Así como para el populismo izquierdista y demás izquierdas autoritarias todo lo que no está en su vereda es “neoliberal”, para los ultra-conservadores y demás derechas autoritarias, todo lo que no está en su vereda es “comunismo”.
Quienes adhieren a una y otra cultura autoritaria están convencidos de que todo lo que está en contra del líder que veneran, es el mal absoluto. Y que para conjurar ese mal es necesario derribar las barreras institucionales que atan las manos al líder.
Desde esas posiciones la realidad se ve en blanco y negro. Para los bolsonaristas, las denuncias contra el presidente son operaciones financiadas por “el narco-comunismo” y las críticas son impulsadas por el Foro de Sao Paulo, el Grupo de Puebla y demás ententes abocadas a “imponer el marxismo en Brasil”.
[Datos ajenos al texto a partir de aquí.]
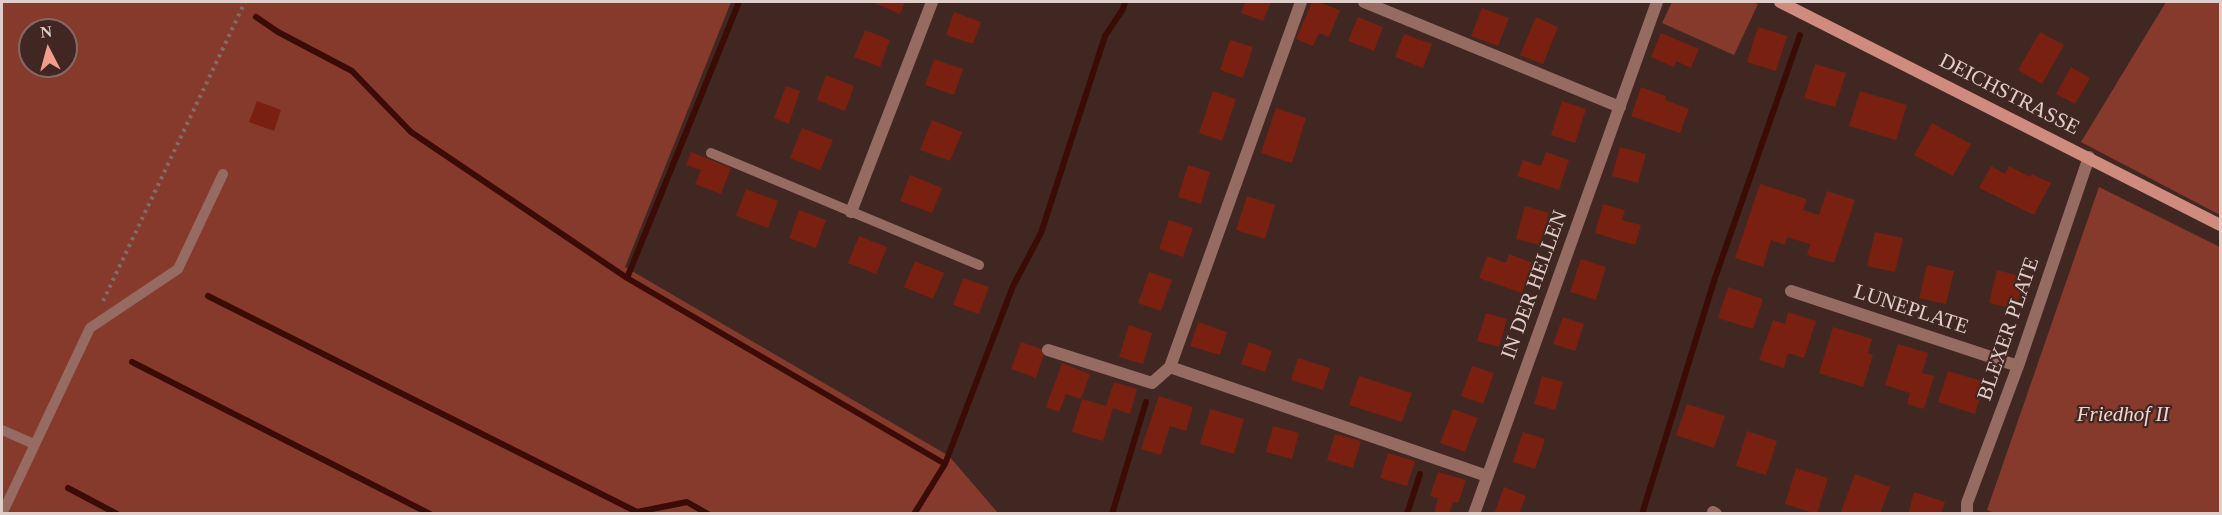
<!DOCTYPE html>
<style>
body{margin:0}
#map{position:relative;width:2222px;height:515px;overflow:hidden;background:#412722;font-family:Georgia,serif}
canvas{display:block}
.frame{position:absolute;inset:0;border:3px solid #e0ceca;pointer-events:none}
.north{position:absolute;left:18px;top:18px;width:60px;height:60px;box-sizing:border-box;background:#412722;border:2px solid #816a65;border-radius:50%;rotate:354deg;font-size:16px;font-weight:700;line-height:24px;text-align:center;color:#e0ceca}
.north::after{content:'';display:block;margin:auto;width:21px;height:27px;background:#f49d8b;clip-path:polygon(50% 0,100% 100%,50% 72%,0 100%)}
</style>
<div id="map">
<canvas width="2222" height="515"></canvas>
<div class="frame"></div>
<div class="north">N</div>
</div>
<script>
const ctx = document.querySelector('canvas').getContext('2d');
ctx.lineJoin = 'round';
function fill(path, color) { ctx.fillStyle = color; ctx.fill(path, 'evenodd'); }
function strokePath(path, color, width, dash) { ctx.strokeStyle = color; ctx.lineWidth = width; ctx.lineCap = dash ? 'butt' : 'round'; ctx.setLineDash(dash || []); ctx.stroke(path); }
function write(font, color, halo, rows, align = 'center') {
  ctx.font = font + ' Georgia,serif'; ctx.lineWidth = 4.5; ctx.setLineDash([]); ctx.textBaseline = 'middle'; ctx.strokeStyle = halo; ctx.fillStyle = color; for (const [text, x, y, turn = 0] of rows) {
    ctx.save(); ctx.translate(x, y); ctx.rotate((+turn || 0) * Math.PI / 180); ctx.textAlign = isNaN(turn) ? turn : align; if (halo) ctx.strokeText(text, 0, 0); ctx.fillText(text, 0, 0); ctx.restore();
  }
}
const green = new Path2D(`
 M 2,2 L 731,2 L 625,267 L 949,456 L 998,513 L 2,513 ZM 30,30 L 66,30 L 66,66 L 30,66 Z
 M 1672,2 L 1752,2 L 1758,4 L 1734,55 L 1662,23 Z
 M 2166,2 L 2220,2 L 2220,215 L 2081,142 Z
 M 2099,187 L 2220,247 L 2220,513 L 1997,514 L 1987,510 Z`);
const stream = new Path2D(`
 M 256,17 L 278,32 L 352,71 L 411,132 L 627,278 L 945,464
 M 627,278 L 739,2
 M 208,296 L 637,512 L 687,502 L 708,514
 M 132,362 L 430,514
 M 68,488 L 117,514
 M 914,514 L 945,464 L 1013,286 L 1041,233 L 1105,36 L 1123,9 L 1125,2
 M 1112,514 L 1146,402
 M 1407,514 L 1420,474
 M 1642,514 L 1714,281 L 1800,35`);
const building = new Path2D(`
 M 872,2 L 905,2 L 900,14 Z
 M 1245,2 L 1271,2 L 1263,21 L 1241,13 Z
 M 1312,2 L 1318,2 L 1340,10 L 1329,37 L 1319,33 L 1313,46 L 1296,39 Z
 M 1482,8 L 1509,18 L 1498,46 L 1471,36 Z
 M 954,12 L 981,22 L 973,44 L 946,35 Z
 M 1358,17 L 1383,27 L 1374,51 L 1348,41 Z
 M 1536,17 L 1558,27 L 1543,64 L 1520,55 Z
 M 1758,27 L 1787,36 L 1776,71 L 1747,62 Z
 M 865,30 L 890,40 L 880,67 L 854,57 Z
 M 2040,32 L 2064,45 L 2042,84 L 2018,70 Z
 M 1661,33 L 1699,49 L 1691,68 L 1676,61 L 1674,67 L 1651,57 Z
 M 1404,34 L 1432,44 L 1423,68 L 1395,57 Z
 M 1230,40 L 1253,47 L 1243,78 L 1220,70 Z
 M 934,59 L 963,69 L 954,95 L 925,85 Z
 M 1815,64 L 1846,73 L 1835,107 L 1804,98 Z
 M 2071,67 L 2090,78 L 2075,104 L 2056,94 Z
 M 826,75 L 854,86 L 845,111 L 817,100 Z
 M 786,86 L 800,91 L 789,124 L 774,118 Z
 M 1641,87 L 1666,96 L 1665,100 L 1689,109 L 1680,133 L 1631,116 Z
 M 1213,91 L 1236,99 L 1222,141 L 1199,133 Z
 M 1860,91 L 1907,105 L 1896,140 L 1849,126 Z
 M 257,101 L 281,110 L 274,131 L 249,122 Z
 M 1562,101 L 1586,109 L 1575,143 L 1551,135 Z
 M 1276,108 L 1306,118 L 1292,163 L 1261,153 Z
 M 932,120 L 962,132 L 950,161 L 920,150 Z
 M 1932,123 L 1971,144 L 1953,176 L 1914,155 Z
 M 802,128 L 833,140 L 820,170 L 790,158 Z
 M 1620,147 L 1646,154 L 1638,183 L 1612,176 Z
 M 691,152 L 731,168 L 721,194 L 695,184 L 701,170 L 686,165 Z
 M 1546,152 L 1569,160 L 1559,190 L 1517,176 L 1523,160 L 1541,166 Z
 M 1188,165 L 1210,172 L 1201,204 L 1178,197 Z
 M 1991,166 L 2005,174 L 2009,166 L 2030,177 L 2032,174 L 2051,183 L 2034,215 L 1979,188 Z
 M 910,175 L 942,188 L 932,213 L 900,201 Z
 M 1760,184 L 1807,199 L 1803,210 L 1819,215 L 1827,191 L 1855,200 L 1834,263 L 1807,255 L 1810,244 L 1787,237 L 1785,245 L 1771,240 L 1763,267 L 1735,258 Z
 M 746,189 L 778,201 L 768,228 L 736,216 Z
 M 1247,196 L 1275,205 L 1265,239 L 1236,230 Z
 M 1603,204 L 1625,210 L 1622,220 L 1641,225 L 1635,245 L 1595,233 Z
 M 1525,206 L 1549,213 L 1540,245 L 1516,239 Z
 M 799,210 L 826,220 L 816,248 L 789,238 Z
 M 1169,220 L 1193,228 L 1183,257 L 1159,249 Z
 M 1875,232 L 1903,238 L 1895,272 L 1867,266 Z
 M 859,236 L 887,247 L 876,274 L 848,263 Z
 M 1509,254 L 1533,263 L 1522,293 L 1479,278 L 1487,256 L 1506,263 Z
 M 1581,259 L 1606,267 L 1596,300 L 1570,292 Z
 M 915,261 L 944,273 L 933,299 L 904,287 Z
 M 1927,265 L 1954,271 L 1946,304 L 1919,298 Z
 M 1997,270 L 2024,277 L 2016,309 L 1989,303 Z
 M 1149,272 L 1172,280 L 1161,311 L 1138,303 Z
 M 963,278 L 989,287 L 979,314 L 953,305 Z
 M 1728,287 L 1763,299 L 1753,329 L 1718,318 Z
 M 1788,312 L 1816,321 L 1804,358 L 1788,353 L 1784,368 L 1759,360 L 1773,320 L 1785,324 Z
 M 1486,313 L 1507,319 L 1499,347 L 1477,341 Z
 M 1563,317 L 1584,324 L 1575,351 L 1553,344 Z
 M 1198,322 L 1227,332 L 1220,355 L 1190,346 Z
 M 1129,325 L 1152,333 L 1143,364 L 1119,357 Z
 M 1833,327 L 1872,339 L 1868,353 L 1873,355 L 1863,387 L 1819,373 Z
 M 1021,342 L 1045,350 L 1036,378 L 1011,369 Z
 M 1249,342 L 1272,351 L 1265,372 L 1241,364 Z
 M 1898,344 L 1928,353 L 1922,373 L 1934,376 L 1924,409 L 1907,404 L 1910,393 L 1885,385 Z
 M 1298,358 L 1330,368 L 1323,390 L 1291,380 Z
 M 1062,363 L 1090,374 L 1081,399 L 1066,394 L 1059,412 L 1046,407 Z
 M 1472,366 L 1494,373 L 1483,404 L 1461,396 Z
 M 1948,371 L 1985,382 L 1975,414 L 1938,402 Z
 M 1359,376 L 1412,393 L 1402,422 L 1349,405 Z
 M 1542,376 L 1563,382 L 1555,410 L 1534,404 Z
 M 1114,382 L 1137,389 L 1130,414 L 1113,408 L 1103,441 L 1072,432 L 1082,399 L 1106,406 Z
 M 1159,396 L 1193,407 L 1186,431 L 1170,426 L 1161,455 L 1141,449 Z
 M 1687,404 L 1725,416 L 1714,448 L 1676,435 Z
 M 1210,409 L 1244,419 L 1234,454 L 1200,444 Z
 M 1453,409 L 1478,418 L 1465,452 L 1440,443 Z
 M 1273,426 L 1299,433 L 1292,459 L 1266,452 Z
 M 1747,431 L 1777,441 L 1766,475 L 1736,466 Z
 M 1523,432 L 1545,439 L 1535,469 L 1513,462 Z
 M 1335,434 L 1361,441 L 1353,468 L 1327,460 Z
 M 1388,453 L 1415,461 L 1407,486 L 1380,478 Z
 M 1796,468 L 1828,478 L 1817,514 L 1785,504 Z
 M 1438,472 L 1466,480 L 1458,503 L 1453,502 L 1449,514 L 1434,514 L 1438,498 L 1430,496 Z
 M 1855,474 L 1890,487 L 1880,514 L 1840,514 Z
 M 1504,487 L 1526,496 L 1519,514 L 1494,514 Z
 M 1914,492 L 1945,502 L 1941,514 L 1908,514 Z`);
const path = new Path2D(`
 M 103,301 L 245,2`);
const lane = new Path2D(`
 M 711,153 L 979,265
 M 2,430 L 34,444
 M 2,514 L 90,328 L 178,269 L 223,174`);
const street = new Path2D(`
 M 1364,2 L 1620,107
 M 851,212 L 932,2
 M 1791,291 L 2018,366
 M 1048,350 L 1152,383 L 1170,367 L 1487,476
 M 1170,367 L 1301,2
 M 1713,512 L 1716,514
 M 1474,514 L 1657,2
 M 1967,514 L 1967,503 L 2018,366 L 2089,157`);
const secondary = new Path2D(`
 M 1780,2 L 2220,225`);
const streetNames = [
 ["DEICHSTRASSE",2009,95,27],
 ["IN DER HELLEN",1535,285,-70],
 ["LUNEPLATE",1911,310,18],
 ["BLEXER PLATE",2009,329,-71]
];
const parkNames = [
 ["Friedhof II",2123,415]
];
fill(green, '#863a2c');
strokePath(stream, '#3b0c05', 6);
fill(building, '#792010');
strokePath(path, '#836c67', 4, [3, 4.5]);
strokePath(lane, '#956b62', 10);
strokePath(street, '#956b62', 12);
strokePath(secondary, '#cf8b7d', 12);
write('21px', '#e0ceca', '#412722', streetNames);
write('italic 21px', '#f0d5cf', '#412722', parkNames);
</script>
El problema de Jair Bolsonaro es la incontinencia verbal, ese rasgo que, paradójicamente, también le abrió el camino hacia el poder porque hay momentos de la historia en los que el anti-sistema y los discursos de aborrecimiento son los que cotizan en términos electorales.
En casi tres décadas como legislador no elaboró leyes relevantes, pero dijo tantas barbaridades que logró hacerse notar. A su incontinencia barbárica le debe la visibilidad. Pero a ese mismo rasgo, sumado a sus desequilibrios, irresponsabilidades y pavorosa ineptitud, le debe el cúmulo de denuncias que podrían venírseles encima.
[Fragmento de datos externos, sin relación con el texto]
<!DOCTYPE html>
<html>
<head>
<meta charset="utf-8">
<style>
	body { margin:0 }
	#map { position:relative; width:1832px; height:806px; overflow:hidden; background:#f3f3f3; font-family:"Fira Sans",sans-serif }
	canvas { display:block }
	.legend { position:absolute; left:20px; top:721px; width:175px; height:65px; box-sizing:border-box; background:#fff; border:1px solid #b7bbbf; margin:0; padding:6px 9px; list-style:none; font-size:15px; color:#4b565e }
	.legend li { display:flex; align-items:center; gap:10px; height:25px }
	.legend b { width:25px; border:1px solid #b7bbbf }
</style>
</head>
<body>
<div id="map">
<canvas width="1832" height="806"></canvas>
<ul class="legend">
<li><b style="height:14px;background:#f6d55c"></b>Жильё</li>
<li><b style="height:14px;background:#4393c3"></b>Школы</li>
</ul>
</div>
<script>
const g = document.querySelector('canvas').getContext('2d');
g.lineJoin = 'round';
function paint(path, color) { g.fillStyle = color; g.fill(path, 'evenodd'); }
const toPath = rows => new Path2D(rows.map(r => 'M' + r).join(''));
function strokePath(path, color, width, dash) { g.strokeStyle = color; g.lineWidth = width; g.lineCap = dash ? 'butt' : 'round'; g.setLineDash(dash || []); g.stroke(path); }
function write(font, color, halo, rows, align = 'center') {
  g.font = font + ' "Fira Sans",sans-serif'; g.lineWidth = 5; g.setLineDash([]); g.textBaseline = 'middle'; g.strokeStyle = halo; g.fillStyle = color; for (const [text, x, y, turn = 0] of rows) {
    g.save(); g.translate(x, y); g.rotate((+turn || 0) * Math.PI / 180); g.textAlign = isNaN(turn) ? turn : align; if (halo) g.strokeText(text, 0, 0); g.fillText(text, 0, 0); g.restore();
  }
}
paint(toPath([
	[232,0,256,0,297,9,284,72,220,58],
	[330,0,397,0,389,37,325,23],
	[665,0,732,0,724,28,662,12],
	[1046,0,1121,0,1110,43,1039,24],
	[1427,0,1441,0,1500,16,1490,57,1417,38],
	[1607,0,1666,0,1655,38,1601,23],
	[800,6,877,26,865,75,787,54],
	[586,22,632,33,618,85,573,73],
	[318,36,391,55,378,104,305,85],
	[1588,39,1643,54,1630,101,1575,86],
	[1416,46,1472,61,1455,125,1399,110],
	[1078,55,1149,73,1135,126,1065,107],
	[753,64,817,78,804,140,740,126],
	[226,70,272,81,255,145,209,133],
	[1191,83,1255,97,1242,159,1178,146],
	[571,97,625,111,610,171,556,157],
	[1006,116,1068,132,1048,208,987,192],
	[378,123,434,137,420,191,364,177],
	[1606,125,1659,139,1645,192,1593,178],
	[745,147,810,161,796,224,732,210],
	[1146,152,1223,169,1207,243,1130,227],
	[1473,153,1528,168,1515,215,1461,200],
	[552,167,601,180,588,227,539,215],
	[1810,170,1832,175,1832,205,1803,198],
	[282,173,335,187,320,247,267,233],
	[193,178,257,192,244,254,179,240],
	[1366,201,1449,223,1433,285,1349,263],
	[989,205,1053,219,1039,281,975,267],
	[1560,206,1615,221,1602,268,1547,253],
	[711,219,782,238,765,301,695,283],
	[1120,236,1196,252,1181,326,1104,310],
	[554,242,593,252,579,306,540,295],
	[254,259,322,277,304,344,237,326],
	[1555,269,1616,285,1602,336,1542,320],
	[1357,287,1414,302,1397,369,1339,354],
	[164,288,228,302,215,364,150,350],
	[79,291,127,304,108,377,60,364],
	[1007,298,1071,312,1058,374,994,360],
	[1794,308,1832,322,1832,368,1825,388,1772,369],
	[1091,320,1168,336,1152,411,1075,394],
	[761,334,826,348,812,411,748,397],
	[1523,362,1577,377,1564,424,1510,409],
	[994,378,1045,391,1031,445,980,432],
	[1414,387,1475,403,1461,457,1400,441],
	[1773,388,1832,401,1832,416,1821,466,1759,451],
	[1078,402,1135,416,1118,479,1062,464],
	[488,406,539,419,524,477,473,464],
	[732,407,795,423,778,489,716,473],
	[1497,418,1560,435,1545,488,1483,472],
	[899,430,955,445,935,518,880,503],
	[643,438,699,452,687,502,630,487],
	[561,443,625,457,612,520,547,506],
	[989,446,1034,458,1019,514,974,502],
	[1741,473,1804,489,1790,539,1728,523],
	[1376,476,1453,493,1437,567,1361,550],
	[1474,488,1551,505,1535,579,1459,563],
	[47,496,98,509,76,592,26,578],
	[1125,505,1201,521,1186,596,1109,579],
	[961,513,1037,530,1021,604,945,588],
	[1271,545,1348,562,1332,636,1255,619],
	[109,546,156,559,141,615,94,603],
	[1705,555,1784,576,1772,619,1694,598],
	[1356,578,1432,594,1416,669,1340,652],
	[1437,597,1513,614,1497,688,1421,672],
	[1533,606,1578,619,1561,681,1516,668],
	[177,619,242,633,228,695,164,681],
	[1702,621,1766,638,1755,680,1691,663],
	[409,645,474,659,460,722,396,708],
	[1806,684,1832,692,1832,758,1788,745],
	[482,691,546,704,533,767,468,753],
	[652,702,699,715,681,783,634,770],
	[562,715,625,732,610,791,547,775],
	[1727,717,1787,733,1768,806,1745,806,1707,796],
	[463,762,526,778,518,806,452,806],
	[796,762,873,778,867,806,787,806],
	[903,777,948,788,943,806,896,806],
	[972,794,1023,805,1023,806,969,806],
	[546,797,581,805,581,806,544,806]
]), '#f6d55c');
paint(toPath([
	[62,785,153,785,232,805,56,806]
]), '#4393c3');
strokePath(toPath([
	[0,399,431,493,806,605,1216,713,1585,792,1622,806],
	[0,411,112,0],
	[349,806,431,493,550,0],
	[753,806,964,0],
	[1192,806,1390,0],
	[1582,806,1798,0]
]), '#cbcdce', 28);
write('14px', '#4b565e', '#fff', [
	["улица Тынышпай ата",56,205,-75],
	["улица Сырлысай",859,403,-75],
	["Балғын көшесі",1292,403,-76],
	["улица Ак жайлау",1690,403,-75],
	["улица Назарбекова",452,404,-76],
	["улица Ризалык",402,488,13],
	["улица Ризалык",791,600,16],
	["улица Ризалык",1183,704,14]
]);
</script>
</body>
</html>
Los pronunciamientos antidemocráticos son faltas graves en boca de un presidente. Sus exhortaciones a los militares para que intervengan contra el Supremo Tribunal Federal (STF) y contra el Congreso podrían no quedar impunes. Y si comete tales faltas de manera pública, seguramente lo hará también mediante la conspiración subrepticia.
Bolsonaro practica el golpismo explícito. Su problema no es lo que dicen de él, sino lo que él dice. Su problema con el Poder Judicial no es que el juez supremo Alexandre de Moraes y los otros magistrados sean “comunistas”. El problema es que son juristas. Como tales, están obligados a hacer que los delitos sean sancionados. Y no hay forma de que eludan sancionarlos cuando un presidente los comete en forma pública.
También está a la vista la producción de fake news en el mismísimo Palacio del Planalto, donde funciona ese equipo profesional de difamación al que llaman “gabinete del odio”.
Todo está a la vista. La irresponsabilidad con que saboteó el distanciamiento social y las políticas estaduales anti-pandemia, y la presión a los militares para que embistan contra el Poder Judicial y también contra el Legislativo, en caso de que prospere alguno de los 130 pedidos de juicio político que, hasta ahora, ataja el presidente de la cámara baja Arthur Lira.
También es evidente que sigue los pasos de Donald Trump para continuar en la presidencia aún si perdiera las elecciones del año próximo. Así como el magnate neoyorquino propuso un cambio electoral inaceptable (eliminar el voto por correo), empezó a denunciar que habría fraude desde que las encuestas vaticinaron su derrota y luego desconoció el resultado y lanzó una turba sobre el Capitolio para imponer la anulación del escrutinio, Bolsonaro reclama volver al voto de papel afirmando que el voto electrónico será instrumento del fraude, y moviliza multitudes que, de perder la elección, intentará lanzar contra el Congreso y el STF para quedar como presidente de un régimen apoyado en las Fuerzas Armadas.
No se trata de una interpretación de los hechos. Se trata de los hechos. Bolsonaro movilizó multitudes y, al arengarlas en Brasilia y San Pablo, volvió a cometer golpismo explícito.
El presidente entiende que el artículo 142 de la Constitución promulgada en 1988, al plantear entre los deberes de las Fuerzas Armadas el de establecer “la Ley y el orden” por iniciativa de cualquiera de los poderes constitucionales, lo habilita como titular del Poder Ejecutivo a ordenar la intervención militar al Legislativo y el Judicial. A la vez, aplica ese razonamiento de manera retroactiva para justificar el golpe de 1964 contra Joao Goulart y legitimar el régimen que inició el general Castelo Branco.
Como obviamente tal interpretación es absurda, lo que dice implica una falta grave que se suma a los estropicios en el escenario de la pandemia para complicar su futuro.
Vislumbrando que al salir de la presidencia tendrá un largo recorrido por tribunales que podría desembocar en una celda, ataca el sistema institucional que le depara ese destino.
Sabe que sólo en el despacho presidencial está a salvo. Por eso intenta patear el tablero institucional.
Movilizar océanos de gente no lo salvará si el voto ciudadano le saca la inmunidad del poder. Lo que necesita es que esas multitudes se lancen contra el TSJ y el Congreso, empujando a los militares a dar el golpe que, hasta ahora, se han negado a ejecutar. En eso está.